What you should do
Go through the material underneath and show every line where the string "Aldo" occurs.

Given entries

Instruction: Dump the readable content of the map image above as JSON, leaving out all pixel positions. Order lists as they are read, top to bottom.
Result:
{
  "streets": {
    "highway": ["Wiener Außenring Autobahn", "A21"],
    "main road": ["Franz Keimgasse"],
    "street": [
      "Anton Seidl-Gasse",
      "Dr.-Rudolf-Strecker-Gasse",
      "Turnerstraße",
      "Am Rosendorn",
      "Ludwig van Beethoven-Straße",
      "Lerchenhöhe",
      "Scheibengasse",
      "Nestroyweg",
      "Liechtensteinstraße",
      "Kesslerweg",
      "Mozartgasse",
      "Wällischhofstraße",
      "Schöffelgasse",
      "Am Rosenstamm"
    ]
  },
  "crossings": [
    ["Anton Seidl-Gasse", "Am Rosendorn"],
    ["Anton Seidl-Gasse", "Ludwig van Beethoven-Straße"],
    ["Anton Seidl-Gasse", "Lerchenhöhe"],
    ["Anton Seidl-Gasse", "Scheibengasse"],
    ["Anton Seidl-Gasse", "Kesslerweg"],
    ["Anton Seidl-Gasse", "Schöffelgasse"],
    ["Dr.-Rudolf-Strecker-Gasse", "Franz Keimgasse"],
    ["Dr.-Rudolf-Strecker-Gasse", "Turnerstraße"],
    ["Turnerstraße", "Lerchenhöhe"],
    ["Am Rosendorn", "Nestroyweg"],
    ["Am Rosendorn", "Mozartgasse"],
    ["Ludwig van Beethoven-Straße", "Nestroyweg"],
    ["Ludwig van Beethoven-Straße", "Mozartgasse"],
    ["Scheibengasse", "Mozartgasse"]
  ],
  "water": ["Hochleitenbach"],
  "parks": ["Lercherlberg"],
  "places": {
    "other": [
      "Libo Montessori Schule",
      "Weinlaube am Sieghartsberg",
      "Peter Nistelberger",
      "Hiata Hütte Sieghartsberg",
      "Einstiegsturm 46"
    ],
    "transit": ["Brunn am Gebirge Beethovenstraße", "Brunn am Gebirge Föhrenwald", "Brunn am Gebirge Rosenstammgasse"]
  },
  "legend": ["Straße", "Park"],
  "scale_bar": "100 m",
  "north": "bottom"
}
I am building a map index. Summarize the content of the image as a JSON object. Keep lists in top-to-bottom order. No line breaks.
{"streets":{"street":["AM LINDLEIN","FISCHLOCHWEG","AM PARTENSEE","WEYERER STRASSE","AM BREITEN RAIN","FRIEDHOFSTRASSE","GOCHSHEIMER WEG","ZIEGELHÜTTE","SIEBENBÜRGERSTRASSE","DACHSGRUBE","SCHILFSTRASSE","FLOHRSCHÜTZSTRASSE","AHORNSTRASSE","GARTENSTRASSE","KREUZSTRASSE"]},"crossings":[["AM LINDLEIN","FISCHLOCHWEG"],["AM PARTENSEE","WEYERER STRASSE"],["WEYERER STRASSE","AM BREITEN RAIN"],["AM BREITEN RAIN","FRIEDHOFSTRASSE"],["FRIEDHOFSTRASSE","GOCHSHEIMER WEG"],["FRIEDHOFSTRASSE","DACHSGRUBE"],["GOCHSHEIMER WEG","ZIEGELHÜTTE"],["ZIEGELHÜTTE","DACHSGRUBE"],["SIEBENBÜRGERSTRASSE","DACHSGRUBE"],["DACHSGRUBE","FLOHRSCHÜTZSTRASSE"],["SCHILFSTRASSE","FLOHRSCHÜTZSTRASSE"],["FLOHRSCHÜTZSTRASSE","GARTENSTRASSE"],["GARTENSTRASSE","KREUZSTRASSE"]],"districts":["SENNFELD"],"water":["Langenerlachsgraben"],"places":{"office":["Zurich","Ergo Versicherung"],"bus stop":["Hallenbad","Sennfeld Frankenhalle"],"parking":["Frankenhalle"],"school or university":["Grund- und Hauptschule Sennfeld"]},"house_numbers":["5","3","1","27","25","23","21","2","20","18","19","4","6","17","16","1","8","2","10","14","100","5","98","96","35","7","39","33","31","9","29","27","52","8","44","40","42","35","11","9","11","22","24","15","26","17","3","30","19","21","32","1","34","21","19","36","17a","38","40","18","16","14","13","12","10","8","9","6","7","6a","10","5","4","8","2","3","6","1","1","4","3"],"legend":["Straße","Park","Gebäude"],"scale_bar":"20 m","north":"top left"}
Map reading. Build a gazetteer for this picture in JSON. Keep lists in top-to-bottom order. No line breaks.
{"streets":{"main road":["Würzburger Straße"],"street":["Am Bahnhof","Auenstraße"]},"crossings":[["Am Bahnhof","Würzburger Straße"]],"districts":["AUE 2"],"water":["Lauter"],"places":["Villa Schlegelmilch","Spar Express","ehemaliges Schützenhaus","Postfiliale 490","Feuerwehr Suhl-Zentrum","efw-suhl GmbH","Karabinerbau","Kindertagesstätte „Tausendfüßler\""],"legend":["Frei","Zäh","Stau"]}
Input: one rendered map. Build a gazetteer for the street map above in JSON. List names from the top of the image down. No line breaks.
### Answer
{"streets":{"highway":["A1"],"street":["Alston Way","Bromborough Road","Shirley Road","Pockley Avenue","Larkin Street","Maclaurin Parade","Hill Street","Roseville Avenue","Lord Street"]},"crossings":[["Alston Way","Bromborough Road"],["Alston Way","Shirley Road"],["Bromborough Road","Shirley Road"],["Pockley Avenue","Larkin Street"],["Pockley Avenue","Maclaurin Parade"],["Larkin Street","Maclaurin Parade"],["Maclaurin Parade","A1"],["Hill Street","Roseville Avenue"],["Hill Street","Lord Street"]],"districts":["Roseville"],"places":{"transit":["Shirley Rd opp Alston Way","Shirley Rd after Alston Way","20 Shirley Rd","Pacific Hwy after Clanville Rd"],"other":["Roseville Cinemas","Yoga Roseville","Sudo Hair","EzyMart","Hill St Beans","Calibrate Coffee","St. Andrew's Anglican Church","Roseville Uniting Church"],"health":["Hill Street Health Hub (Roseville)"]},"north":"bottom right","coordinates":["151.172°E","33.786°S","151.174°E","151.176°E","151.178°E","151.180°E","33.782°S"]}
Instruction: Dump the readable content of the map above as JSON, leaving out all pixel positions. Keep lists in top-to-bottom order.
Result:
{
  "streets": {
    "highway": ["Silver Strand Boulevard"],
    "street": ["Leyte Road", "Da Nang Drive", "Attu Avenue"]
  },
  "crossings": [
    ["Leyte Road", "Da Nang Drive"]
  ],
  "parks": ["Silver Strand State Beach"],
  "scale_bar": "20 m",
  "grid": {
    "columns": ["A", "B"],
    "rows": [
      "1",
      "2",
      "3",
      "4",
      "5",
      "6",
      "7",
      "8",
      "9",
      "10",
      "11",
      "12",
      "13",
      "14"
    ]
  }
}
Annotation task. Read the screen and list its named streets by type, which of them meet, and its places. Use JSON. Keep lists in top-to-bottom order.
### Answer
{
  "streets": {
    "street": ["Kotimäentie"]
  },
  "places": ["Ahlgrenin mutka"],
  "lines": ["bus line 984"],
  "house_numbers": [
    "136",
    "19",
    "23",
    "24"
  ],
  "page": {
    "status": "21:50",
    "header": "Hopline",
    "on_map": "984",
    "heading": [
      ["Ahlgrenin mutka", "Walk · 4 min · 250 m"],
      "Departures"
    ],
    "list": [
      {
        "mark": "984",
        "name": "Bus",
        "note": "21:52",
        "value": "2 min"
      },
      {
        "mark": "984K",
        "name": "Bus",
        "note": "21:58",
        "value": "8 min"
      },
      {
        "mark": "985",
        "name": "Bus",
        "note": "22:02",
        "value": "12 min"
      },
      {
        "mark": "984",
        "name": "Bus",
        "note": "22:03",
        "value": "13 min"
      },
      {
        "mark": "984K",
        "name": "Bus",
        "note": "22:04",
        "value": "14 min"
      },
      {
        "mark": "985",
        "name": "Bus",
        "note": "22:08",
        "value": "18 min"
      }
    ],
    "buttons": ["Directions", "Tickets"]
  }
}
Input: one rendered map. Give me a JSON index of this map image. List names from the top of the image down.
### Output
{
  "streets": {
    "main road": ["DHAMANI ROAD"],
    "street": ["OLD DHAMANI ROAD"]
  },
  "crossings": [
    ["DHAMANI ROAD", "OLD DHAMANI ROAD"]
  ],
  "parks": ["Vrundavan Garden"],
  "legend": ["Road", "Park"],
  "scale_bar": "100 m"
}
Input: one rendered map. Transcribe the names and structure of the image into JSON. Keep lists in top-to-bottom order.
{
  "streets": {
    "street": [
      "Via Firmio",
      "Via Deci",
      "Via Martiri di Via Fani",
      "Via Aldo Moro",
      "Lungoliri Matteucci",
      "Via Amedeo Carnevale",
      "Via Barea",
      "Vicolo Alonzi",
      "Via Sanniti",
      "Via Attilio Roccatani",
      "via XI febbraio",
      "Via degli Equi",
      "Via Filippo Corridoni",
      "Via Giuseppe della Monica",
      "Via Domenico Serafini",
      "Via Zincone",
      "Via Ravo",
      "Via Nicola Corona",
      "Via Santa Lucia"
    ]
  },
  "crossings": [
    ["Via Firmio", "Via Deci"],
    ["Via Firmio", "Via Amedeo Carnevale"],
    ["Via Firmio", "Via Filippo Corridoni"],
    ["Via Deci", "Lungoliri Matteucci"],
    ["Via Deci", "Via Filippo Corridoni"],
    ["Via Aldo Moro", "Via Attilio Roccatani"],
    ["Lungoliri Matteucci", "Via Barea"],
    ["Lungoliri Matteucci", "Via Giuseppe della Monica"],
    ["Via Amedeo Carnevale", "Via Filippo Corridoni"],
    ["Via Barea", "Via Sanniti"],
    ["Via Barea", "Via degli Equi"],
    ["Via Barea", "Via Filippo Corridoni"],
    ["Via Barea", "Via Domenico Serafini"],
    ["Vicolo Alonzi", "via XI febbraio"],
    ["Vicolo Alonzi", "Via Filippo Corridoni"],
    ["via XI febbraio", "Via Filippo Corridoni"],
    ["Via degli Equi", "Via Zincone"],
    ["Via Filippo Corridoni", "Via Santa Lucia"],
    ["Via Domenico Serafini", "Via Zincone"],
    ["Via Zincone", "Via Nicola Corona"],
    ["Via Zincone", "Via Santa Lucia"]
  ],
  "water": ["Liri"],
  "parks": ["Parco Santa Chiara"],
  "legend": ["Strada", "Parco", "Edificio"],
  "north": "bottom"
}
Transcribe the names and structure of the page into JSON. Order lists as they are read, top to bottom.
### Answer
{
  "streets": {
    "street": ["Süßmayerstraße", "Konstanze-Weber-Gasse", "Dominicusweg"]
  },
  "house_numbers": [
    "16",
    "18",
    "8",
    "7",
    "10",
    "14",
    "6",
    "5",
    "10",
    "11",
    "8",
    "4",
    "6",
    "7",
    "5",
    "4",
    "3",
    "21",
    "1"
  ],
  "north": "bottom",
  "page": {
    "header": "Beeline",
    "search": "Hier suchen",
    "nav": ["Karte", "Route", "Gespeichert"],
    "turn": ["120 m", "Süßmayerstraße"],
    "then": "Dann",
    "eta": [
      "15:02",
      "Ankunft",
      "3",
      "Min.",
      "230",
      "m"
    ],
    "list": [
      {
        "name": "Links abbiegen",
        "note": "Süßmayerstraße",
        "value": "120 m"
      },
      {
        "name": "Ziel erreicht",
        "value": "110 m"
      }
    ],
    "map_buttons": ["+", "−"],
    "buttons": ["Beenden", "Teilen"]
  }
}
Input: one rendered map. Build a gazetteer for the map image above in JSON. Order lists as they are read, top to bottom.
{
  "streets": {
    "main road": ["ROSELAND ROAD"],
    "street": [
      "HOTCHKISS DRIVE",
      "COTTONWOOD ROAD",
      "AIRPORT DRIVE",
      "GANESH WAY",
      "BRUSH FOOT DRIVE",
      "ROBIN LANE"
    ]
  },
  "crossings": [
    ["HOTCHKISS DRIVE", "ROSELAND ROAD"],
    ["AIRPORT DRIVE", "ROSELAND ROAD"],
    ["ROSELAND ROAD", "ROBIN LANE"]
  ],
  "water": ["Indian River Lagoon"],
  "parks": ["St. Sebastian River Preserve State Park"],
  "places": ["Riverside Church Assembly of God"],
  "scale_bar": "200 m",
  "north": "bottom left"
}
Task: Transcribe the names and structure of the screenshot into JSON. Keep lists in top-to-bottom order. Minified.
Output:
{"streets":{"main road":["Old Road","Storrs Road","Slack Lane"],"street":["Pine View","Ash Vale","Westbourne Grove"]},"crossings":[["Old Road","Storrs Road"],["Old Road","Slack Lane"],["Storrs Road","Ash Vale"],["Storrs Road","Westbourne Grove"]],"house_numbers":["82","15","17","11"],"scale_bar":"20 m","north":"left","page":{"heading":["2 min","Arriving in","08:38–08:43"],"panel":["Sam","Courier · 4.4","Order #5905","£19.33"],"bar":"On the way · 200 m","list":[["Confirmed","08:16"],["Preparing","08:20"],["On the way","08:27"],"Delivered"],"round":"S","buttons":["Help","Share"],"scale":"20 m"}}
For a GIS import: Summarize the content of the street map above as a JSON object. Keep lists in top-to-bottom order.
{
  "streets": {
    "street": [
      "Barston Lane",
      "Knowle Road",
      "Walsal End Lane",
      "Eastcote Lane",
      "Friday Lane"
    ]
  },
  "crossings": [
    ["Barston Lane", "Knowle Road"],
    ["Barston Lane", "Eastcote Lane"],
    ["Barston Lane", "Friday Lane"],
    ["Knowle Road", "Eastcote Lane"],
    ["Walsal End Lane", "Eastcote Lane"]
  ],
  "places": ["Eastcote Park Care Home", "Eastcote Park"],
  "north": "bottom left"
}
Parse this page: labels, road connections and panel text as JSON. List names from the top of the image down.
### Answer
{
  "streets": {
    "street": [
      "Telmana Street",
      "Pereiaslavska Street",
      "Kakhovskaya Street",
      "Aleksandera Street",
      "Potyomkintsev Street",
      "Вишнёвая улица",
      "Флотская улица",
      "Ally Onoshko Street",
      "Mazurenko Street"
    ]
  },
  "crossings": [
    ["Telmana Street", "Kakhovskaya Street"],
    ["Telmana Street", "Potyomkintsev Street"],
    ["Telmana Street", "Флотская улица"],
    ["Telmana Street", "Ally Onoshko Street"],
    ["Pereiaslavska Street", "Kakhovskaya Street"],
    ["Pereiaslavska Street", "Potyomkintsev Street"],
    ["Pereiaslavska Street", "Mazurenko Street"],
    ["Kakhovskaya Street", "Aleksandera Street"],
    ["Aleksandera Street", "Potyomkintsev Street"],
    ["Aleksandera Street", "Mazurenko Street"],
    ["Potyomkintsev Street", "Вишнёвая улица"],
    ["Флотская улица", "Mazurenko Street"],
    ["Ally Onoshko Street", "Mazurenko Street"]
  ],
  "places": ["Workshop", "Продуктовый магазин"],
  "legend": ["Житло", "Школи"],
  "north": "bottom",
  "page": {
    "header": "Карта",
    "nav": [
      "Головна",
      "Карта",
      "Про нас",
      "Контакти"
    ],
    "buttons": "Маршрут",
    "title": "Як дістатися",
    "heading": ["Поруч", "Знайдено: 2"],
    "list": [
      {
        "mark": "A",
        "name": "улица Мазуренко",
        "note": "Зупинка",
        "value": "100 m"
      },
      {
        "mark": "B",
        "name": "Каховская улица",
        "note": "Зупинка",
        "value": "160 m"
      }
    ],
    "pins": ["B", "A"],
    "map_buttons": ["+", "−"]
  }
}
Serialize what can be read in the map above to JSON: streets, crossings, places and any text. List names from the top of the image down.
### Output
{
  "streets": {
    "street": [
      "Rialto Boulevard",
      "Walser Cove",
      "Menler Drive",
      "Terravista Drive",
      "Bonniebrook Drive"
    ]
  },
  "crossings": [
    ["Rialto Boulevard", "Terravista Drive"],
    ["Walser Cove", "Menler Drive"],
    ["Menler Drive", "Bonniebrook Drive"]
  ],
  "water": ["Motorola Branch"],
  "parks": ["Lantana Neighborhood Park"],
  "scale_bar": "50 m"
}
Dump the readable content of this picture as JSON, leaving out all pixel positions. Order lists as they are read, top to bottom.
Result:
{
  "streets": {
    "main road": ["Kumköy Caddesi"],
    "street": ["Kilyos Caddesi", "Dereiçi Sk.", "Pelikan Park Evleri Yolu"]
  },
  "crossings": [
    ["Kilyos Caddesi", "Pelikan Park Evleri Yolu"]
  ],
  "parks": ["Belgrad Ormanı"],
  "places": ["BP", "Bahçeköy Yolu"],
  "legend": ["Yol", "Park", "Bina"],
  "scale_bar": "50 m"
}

Solution to this task
      "Via Aldo Moro",
    ["Via Aldo Moro", "Via Attilio Roccatani"],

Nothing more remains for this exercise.